Criação de uma Força-Tarefa e lançamento de um dossiê são novidades no caso que já se estende por três anos e ainda causa dor aos familiares

Por Da Redação Atualizado em 14 mar 2021, 18h28 - Publicado em 14 mar 2021, 09h00

Os assassinatos da vereadora Marielle Franco (PSOL) e do motorista Anderson Gomes completam três anos neste domingo (14), mas continuam sem esclarecimento, inclusive sobre quem seriam os possíveis mandantes do crime.

A vereadora e o motorista foram assassinados a tiros em 14 de março de 2018 na região central do Rio de Janeiro. Marielle era ativista de direitos humanos e do feminismo negro.

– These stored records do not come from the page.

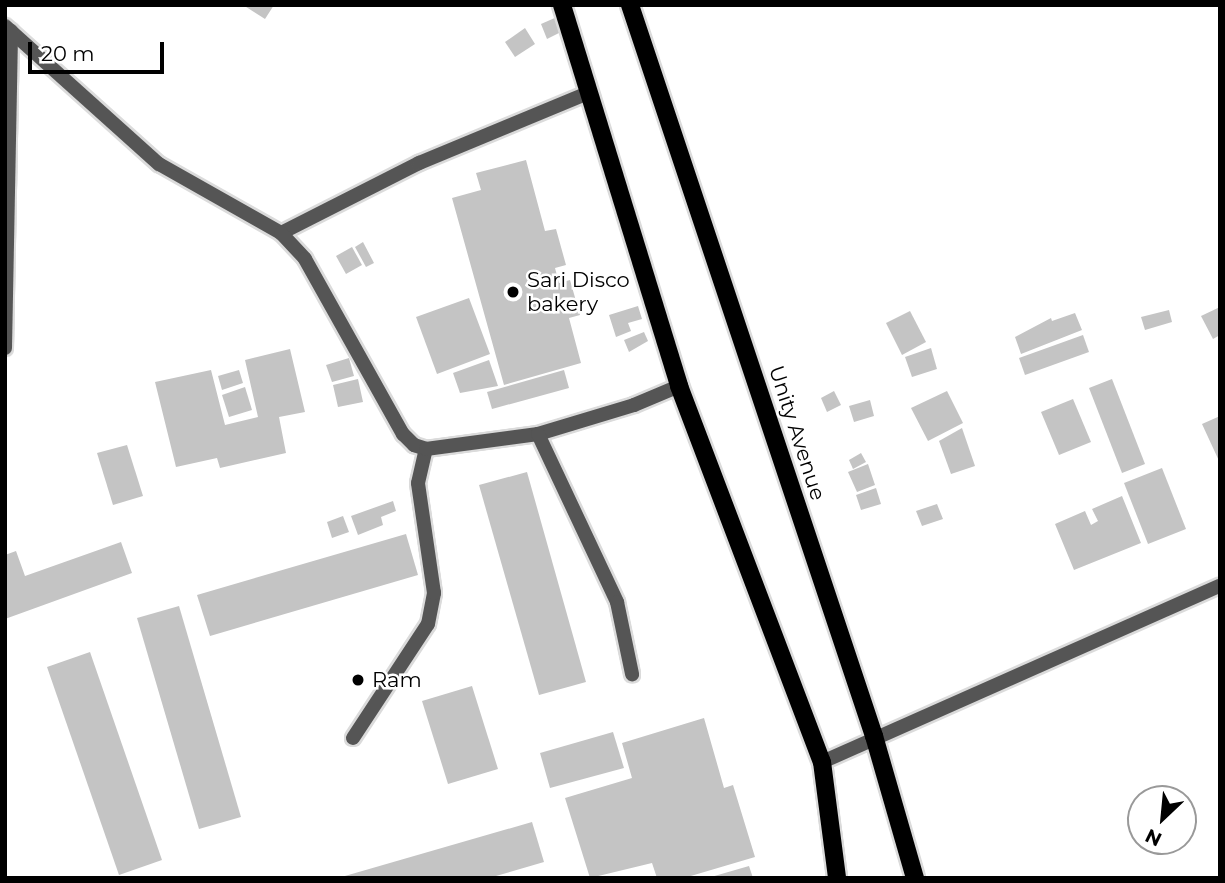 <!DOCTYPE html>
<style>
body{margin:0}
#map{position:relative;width:1225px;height:883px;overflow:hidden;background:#fff;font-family:Montserrat,sans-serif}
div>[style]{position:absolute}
.building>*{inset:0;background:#c4c4c4}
.roads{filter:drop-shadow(2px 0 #dbdbdb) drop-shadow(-2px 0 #dbdbdb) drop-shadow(0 2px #dbdbdb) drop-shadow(0 -2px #dbdbdb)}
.lane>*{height:14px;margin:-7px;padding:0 7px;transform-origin:7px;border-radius:7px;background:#555}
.street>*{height:14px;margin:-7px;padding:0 7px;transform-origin:7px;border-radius:7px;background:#555}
.primary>*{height:18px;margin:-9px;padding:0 9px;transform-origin:9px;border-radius:9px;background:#000}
.dots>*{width:19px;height:19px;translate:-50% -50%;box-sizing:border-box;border:4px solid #fff;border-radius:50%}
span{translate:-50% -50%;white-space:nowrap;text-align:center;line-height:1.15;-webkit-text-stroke:5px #fff;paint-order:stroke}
.poi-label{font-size:21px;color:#000}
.left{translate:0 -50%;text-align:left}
.street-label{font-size:21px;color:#000}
.frame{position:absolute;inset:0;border:7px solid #000;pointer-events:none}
.north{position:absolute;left:1127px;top:785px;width:70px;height:70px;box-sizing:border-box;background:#fff;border:2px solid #999;border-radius:50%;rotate:206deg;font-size:19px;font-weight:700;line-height:28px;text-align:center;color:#000}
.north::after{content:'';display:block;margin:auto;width:24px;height:32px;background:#000;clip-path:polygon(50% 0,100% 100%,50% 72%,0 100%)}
.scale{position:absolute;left:28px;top:42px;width:136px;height:32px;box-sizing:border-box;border:4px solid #000;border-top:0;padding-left:9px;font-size:21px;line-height:24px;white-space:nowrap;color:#000;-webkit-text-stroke:5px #fff;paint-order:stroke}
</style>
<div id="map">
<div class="building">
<div style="clip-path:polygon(243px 5px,274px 5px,265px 19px)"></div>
<div style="clip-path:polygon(557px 17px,563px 31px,547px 39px,541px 24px)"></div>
<div style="clip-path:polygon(525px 28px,535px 44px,515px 57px,505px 42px)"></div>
<div style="clip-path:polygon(526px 160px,545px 231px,556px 229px,566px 265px,555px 268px,559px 283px,570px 280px,580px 315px,569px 318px,581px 363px,504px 385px,452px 198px,481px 190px,476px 173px)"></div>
<div style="clip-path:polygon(363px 242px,374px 263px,366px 267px,355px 247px)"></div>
<div style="clip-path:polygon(352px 247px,362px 265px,346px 274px,336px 256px)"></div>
<div style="clip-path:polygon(469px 298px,490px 354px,437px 374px,416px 317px)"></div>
<div style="clip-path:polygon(638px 306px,642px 319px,628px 323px,631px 331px,616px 337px,609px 315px)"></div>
<div style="clip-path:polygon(1220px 307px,1220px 335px,1213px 339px,1201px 316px)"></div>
<div style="clip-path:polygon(1169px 310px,1172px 322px,1145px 330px,1141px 317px)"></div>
<div style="clip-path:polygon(910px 311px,926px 342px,902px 355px,886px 323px)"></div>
<div style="clip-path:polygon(1075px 313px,1082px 330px,1021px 354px,1015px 337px,1051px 318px,1052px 321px)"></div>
<div style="clip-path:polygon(644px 332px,648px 341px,629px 352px,624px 340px)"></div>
<div style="clip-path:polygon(1083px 335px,1089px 352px,1025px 375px,1019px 358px)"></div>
<div style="clip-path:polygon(931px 348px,937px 369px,912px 377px,905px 357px)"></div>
<div style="clip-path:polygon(290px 349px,305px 412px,279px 417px,286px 453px,220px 468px,217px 458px,176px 467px,155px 382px,211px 370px,225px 425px,258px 417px,245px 360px)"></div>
<div style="clip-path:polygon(349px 358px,354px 376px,332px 382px,326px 365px)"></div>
<div style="clip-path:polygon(489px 360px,498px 386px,460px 393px,453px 373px)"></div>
<div style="clip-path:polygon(239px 370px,243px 383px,222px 390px,218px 376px)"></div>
<div style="clip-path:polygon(564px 370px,569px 388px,492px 409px,487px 392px)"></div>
<div style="clip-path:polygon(358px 379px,363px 402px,338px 407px,333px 385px)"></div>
<div style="clip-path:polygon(1112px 379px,1145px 464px,1122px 473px,1089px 388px)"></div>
<div style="clip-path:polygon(245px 387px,252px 410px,229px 417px,222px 395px)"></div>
<div style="clip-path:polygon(834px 391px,841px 405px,827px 412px,821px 398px)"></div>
<div style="clip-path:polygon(947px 391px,963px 423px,928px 441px,911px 408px)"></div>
<div style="clip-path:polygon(1073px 399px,1091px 442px,1059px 455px,1041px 412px)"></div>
<div style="clip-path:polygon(870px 400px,874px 416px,854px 422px,849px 406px)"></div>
<div style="clip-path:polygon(1220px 416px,1220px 463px,1202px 424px)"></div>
<div style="clip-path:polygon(962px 428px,975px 466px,951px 474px,939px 441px)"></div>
<div style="clip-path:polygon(127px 445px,143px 496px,113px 505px,97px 453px)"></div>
<div style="clip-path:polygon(861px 453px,866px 462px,853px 469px,849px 460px)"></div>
<div style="clip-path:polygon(868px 464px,875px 485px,857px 492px,848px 472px)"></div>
<div style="clip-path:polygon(1162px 468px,1186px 529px,1148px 544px,1124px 483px)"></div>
<div style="clip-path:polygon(527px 472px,586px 682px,539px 695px,479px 485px)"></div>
<div style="clip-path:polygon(876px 488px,881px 504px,861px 510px,856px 495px)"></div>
<div style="clip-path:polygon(1122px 496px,1141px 543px,1074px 570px,1055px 524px,1085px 511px,1091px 525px,1098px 521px,1092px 509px)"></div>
<div style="clip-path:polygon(393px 501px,396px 511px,381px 517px,383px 525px,358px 535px,351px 516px)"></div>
<div style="clip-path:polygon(937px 504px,943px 519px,922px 526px,916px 511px)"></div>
<div style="clip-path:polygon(343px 516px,349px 532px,332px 538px,327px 522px)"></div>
<div style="clip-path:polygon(406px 534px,418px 575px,210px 636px,197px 595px)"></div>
<div style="clip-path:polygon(121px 542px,132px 573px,5px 619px,5px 555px,16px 551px,25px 576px)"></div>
<div style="clip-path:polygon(179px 606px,241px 817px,199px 829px,137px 618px)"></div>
<div style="clip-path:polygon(90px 652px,162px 860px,119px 875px,47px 667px)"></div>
<div style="clip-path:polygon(472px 686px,498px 769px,448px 784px,422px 701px)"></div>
<div style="clip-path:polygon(704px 718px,724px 788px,733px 785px,755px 857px,684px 878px,657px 878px,652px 863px,590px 878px,565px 798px,632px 778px,622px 743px)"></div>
<div style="clip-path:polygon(613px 732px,624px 768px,550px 788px,540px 753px)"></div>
<div style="clip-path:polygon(532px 822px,544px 862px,489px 878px,338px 878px)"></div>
<div style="clip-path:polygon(749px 866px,753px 878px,711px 878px,711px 877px)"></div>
</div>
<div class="roads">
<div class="lane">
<div style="left:281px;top:233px;width:155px;rotate:-26.9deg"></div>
<div style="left:419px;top:163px;width:183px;rotate:-22.5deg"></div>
<div style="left:353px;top:738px;width:136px;rotate:-56.7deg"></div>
<div style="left:428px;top:624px;width:32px;rotate:-79deg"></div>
<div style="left:434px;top:593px;width:111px;rotate:-98.3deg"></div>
<div style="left:418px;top:483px;width:35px;rotate:-77deg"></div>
</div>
<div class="street">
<div style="left:5px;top:26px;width:207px;rotate:41.9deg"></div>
<div style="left:159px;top:164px;width:140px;rotate:29.5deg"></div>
<div style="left:281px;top:233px;width:35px;rotate:47deg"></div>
<div style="left:305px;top:259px;width:201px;rotate:60.8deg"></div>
<div style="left:403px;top:434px;width:16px;rotate:45deg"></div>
<div style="left:414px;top:445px;width:13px;rotate:18deg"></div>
<div style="left:426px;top:449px;width:113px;rotate:-7.6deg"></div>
<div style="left:538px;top:434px;width:100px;rotate:-16.8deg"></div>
<div style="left:634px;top:405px;width:49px;rotate:-22.9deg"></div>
<div style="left:5px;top:348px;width:317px;rotate:-88.9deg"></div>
<div style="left:538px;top:434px;width:186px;rotate:64.8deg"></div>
<div style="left:617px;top:602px;width:74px;rotate:78.2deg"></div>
<div style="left:822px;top:762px;width:435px;rotate:-23.9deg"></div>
</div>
<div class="primary">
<div style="left:562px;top:5px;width:399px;rotate:72.9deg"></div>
<div style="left:679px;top:386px;width:402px;rotate:69.2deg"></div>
<div style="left:822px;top:762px;width:117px;rotate:82.6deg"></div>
<div style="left:630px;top:5px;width:771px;rotate:71.54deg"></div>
<div style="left:874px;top:736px;width:148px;rotate:73.9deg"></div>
</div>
</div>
<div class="dots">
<div style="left:513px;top:292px;background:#000"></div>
<div style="left:358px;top:680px;background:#000"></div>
</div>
<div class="poi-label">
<span class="left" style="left:527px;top:292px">Sari Disco<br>bakery</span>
<span class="left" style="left:372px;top:680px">Ram</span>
</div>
<div class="street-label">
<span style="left:797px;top:433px;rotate:72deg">Unity Avenue</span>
</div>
<div class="frame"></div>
<div class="north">N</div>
<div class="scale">20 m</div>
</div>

Ela, que presidia a Comissão da Mulher na Câmara, havia sido nomeada como relatora da comissão que acompanha a intervenção federal na segurança pública do Rio, um mês antes do crime.

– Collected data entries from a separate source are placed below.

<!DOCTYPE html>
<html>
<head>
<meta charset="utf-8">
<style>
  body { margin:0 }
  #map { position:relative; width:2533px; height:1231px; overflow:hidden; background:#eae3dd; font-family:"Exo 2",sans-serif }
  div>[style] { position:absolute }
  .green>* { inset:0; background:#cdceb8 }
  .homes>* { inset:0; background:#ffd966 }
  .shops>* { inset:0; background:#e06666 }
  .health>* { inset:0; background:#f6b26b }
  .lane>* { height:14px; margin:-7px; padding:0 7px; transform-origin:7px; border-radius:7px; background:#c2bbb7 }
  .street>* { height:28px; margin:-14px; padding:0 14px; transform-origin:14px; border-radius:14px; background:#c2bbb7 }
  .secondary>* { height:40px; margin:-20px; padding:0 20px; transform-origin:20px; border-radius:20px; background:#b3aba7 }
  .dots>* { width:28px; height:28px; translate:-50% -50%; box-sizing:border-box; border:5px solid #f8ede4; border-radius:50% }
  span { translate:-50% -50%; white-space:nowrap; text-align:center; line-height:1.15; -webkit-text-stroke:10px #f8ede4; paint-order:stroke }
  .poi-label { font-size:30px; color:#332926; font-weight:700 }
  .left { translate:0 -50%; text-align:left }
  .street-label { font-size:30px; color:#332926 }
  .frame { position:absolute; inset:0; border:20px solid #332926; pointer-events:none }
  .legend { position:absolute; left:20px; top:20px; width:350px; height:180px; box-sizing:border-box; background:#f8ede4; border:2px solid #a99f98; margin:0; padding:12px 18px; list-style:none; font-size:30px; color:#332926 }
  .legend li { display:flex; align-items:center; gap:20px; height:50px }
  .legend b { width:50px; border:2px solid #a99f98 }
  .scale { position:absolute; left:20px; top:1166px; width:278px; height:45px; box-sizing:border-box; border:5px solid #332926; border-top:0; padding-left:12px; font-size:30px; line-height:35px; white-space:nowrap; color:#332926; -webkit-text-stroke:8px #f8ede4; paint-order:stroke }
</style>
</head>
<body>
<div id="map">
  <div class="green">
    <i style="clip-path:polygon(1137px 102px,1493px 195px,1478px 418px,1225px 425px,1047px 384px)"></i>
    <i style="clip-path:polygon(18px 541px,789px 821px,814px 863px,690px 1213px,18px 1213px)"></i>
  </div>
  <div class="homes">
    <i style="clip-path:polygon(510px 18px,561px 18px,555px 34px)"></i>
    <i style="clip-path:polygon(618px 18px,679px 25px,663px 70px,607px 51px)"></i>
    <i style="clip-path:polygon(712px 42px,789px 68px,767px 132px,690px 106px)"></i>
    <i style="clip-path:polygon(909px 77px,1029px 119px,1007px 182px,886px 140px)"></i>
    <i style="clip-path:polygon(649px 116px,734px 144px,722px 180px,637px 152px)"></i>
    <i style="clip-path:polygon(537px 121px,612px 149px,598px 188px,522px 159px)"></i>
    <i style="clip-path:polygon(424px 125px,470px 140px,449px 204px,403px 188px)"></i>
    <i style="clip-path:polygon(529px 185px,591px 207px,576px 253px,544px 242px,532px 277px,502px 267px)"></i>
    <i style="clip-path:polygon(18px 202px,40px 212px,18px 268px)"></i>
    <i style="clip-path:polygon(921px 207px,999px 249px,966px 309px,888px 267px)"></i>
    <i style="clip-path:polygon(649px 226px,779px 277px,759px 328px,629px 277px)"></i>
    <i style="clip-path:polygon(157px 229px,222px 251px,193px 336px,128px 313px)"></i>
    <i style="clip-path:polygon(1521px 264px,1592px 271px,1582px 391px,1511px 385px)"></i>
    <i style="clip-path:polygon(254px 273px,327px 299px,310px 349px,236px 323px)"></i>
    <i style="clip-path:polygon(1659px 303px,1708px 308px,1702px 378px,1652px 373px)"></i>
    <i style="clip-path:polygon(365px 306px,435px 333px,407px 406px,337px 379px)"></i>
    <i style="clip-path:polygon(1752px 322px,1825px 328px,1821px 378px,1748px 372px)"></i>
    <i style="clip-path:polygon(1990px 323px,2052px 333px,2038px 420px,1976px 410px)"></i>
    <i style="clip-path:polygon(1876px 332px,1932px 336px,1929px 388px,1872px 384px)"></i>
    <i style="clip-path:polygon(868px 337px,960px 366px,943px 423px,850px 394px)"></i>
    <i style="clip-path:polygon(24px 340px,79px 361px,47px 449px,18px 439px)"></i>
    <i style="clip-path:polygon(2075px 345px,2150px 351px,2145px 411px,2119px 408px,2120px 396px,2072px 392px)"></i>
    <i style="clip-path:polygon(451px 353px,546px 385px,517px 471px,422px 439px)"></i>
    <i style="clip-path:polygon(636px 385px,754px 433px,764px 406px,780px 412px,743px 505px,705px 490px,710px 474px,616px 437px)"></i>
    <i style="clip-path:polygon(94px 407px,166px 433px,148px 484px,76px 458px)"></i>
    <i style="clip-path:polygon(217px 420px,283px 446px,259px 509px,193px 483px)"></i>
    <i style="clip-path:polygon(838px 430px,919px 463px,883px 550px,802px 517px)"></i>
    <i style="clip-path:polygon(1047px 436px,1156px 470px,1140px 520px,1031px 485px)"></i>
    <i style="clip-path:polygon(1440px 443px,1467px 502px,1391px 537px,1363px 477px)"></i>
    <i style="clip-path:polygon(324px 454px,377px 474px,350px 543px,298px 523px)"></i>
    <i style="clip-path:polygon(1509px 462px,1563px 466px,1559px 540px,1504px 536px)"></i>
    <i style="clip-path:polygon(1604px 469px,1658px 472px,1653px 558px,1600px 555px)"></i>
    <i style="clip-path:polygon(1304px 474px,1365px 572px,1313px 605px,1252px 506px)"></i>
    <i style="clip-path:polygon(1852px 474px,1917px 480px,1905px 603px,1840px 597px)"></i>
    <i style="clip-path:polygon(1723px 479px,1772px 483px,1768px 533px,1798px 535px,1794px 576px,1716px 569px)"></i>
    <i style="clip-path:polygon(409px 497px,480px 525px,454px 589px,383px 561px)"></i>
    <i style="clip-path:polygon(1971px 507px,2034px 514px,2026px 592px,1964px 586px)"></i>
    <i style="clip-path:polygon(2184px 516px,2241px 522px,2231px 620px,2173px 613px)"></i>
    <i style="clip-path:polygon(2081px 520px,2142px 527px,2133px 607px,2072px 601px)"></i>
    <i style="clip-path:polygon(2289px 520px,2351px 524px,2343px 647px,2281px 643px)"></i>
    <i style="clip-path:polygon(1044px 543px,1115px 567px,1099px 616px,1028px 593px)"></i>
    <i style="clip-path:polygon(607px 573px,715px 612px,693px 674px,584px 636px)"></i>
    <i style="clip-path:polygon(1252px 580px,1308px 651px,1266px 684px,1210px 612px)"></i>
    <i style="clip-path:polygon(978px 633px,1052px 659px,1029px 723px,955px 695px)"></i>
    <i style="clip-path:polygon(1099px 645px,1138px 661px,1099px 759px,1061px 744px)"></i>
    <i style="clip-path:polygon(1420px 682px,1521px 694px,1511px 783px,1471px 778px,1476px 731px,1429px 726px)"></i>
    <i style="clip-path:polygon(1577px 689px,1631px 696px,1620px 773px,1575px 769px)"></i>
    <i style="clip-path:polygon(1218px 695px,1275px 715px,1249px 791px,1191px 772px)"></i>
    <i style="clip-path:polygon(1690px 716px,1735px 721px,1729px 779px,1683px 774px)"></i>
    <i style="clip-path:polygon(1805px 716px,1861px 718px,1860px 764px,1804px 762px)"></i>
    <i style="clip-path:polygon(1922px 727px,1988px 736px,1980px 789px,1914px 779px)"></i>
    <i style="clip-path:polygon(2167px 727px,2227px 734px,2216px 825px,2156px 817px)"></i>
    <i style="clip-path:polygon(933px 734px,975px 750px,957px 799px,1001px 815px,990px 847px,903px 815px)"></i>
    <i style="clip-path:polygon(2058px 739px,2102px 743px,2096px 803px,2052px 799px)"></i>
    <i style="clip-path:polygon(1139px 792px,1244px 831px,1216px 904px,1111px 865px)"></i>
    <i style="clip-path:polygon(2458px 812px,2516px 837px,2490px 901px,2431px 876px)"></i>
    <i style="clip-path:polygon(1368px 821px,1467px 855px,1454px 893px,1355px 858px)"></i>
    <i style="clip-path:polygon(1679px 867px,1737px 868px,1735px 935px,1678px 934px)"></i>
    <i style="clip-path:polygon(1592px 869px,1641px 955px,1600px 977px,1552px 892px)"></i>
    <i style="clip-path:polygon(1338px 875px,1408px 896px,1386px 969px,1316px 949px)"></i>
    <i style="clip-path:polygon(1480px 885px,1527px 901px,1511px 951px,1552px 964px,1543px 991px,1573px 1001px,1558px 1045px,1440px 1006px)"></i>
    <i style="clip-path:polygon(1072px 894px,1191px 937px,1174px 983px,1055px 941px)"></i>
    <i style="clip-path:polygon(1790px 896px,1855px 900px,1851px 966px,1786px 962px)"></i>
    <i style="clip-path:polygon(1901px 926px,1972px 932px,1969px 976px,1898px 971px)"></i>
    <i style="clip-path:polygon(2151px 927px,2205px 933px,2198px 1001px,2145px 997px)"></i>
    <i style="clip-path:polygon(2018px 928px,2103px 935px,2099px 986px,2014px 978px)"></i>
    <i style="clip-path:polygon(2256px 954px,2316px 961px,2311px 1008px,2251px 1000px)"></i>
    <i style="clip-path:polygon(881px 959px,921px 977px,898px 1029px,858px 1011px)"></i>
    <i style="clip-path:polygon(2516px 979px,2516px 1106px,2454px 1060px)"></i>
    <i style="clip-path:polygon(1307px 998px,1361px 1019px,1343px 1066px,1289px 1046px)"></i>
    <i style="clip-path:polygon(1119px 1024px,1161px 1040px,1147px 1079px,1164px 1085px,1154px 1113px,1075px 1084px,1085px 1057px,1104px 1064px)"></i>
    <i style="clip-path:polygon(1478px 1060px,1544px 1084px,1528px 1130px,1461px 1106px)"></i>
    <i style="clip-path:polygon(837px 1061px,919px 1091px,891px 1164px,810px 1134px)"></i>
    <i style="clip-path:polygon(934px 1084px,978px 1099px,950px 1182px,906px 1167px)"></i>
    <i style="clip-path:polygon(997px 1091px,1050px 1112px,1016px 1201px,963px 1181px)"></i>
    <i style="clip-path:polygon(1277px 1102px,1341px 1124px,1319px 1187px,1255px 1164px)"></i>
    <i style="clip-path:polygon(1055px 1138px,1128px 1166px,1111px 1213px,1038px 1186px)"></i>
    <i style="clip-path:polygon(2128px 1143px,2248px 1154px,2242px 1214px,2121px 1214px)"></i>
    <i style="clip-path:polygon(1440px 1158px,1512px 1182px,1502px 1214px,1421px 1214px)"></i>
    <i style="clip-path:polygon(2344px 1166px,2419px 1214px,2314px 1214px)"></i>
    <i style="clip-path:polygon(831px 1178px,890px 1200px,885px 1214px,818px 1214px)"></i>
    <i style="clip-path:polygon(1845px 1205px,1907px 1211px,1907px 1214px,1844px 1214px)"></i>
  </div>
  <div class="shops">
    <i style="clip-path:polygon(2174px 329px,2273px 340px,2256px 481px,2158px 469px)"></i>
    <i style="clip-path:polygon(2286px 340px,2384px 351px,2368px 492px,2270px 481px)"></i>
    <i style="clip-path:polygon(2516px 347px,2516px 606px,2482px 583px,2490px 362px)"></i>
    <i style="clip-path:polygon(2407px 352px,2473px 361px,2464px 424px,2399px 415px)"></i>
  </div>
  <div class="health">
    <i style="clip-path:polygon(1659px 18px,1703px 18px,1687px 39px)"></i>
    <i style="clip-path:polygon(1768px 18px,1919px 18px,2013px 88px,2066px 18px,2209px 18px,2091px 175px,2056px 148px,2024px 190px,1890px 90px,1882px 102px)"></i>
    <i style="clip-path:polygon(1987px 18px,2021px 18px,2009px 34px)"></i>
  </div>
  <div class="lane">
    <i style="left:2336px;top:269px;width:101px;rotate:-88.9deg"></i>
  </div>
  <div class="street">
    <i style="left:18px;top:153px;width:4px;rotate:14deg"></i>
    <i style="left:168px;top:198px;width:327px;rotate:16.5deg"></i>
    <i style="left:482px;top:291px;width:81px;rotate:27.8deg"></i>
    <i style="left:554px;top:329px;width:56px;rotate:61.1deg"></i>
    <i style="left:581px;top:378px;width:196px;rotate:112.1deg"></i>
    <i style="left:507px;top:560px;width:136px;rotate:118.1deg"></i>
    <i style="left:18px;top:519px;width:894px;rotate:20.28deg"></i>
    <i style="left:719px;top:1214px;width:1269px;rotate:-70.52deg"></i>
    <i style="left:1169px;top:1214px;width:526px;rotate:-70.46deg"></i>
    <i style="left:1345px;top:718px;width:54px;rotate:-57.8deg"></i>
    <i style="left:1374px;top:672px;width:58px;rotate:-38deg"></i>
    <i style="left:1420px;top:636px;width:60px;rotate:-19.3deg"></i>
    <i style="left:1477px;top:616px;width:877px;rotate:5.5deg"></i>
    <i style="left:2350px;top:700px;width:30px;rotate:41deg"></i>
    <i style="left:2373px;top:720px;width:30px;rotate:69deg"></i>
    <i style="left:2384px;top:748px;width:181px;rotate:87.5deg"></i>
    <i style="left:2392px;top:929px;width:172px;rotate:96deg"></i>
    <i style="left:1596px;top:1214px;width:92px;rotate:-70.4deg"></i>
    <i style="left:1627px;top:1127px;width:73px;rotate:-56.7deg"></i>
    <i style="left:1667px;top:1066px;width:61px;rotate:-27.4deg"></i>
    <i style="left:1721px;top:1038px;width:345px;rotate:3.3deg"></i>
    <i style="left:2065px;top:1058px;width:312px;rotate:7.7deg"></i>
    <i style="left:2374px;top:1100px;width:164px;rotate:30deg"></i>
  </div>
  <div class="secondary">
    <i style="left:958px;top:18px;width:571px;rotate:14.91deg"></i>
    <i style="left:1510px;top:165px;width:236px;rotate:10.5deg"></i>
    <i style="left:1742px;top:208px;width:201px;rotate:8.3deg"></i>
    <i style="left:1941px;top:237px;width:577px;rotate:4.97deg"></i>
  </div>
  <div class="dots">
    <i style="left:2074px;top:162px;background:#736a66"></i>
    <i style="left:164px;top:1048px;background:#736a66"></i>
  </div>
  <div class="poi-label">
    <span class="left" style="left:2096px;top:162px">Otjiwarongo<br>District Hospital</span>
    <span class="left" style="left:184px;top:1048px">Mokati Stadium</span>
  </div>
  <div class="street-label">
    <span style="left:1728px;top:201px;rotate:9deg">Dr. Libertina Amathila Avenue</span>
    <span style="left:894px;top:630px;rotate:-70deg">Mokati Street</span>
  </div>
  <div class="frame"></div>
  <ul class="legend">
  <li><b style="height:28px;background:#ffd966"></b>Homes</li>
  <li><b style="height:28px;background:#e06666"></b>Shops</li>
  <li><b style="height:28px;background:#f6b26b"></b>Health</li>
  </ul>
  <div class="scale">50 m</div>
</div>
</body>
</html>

O policial militar reformado Ronnie Lessa [apontado como o atirador] e o ex-PM Élcio Vieira de Queiroz [apontado como motorista do carro envolvido no crime], presos há dois anos, são os acusados da execução dos assassinatos. Ambos irão a júri popular.

A mãe de Marielle Franco, Marinete Silva, em uma coletiva de imprensa virtual realizada em conjunto pelo Instituto Marielle Franco e a Anistia Internacional, na última sexta-feira (12), lamentou pela falta de respostas.

“Três anos é muita coisa, muito tempo para a gente não saber quem são os mandantes dessa barbárie. Não tem como mensurar a dor de uma mãe que passa por uma situação dessa”, disse. 

É inadmissível ver esses passos tão lentos depois de tanto tempo daquela barbaridade”, desabafou Marinete.

 

Jurema Werneck, representante da Anistia Internacional no Brasil, lembrou que as diversas trocas no comando das investigações, tanto no Ministério Público quanto na Polícia Civil, atrapalharam os esforços para se chegar às respostas sobre o crime.

Leia mais sobre tentativas de dificultar as investigações do Caso Marielle.

“Quero destacar que foram três governadores, dois procuradores gerais de justiça, três delegados, três promotoras. Foram, no total, cinco trocas”, disse Jurema.

“Três anos que a gente pergunta: quem mandou matar Marielle Franco e por quê? É inadmissível que três anos depois não tenhamos essas respostas. A gente não pode aceitar que as autoridades brasileiras não deem uma resposta clara a essa tentativa de silenciamento”, destacou a representante.

 

A Anistia Internacional recolheu um milhão de assinaturas pedindo justiça e empenho das autoridades na resolução do crime, as quais seriam levadas a uma audiência com o governador em exercício, Cláudio Castro, solicitada no mesmo dia da coletiva. 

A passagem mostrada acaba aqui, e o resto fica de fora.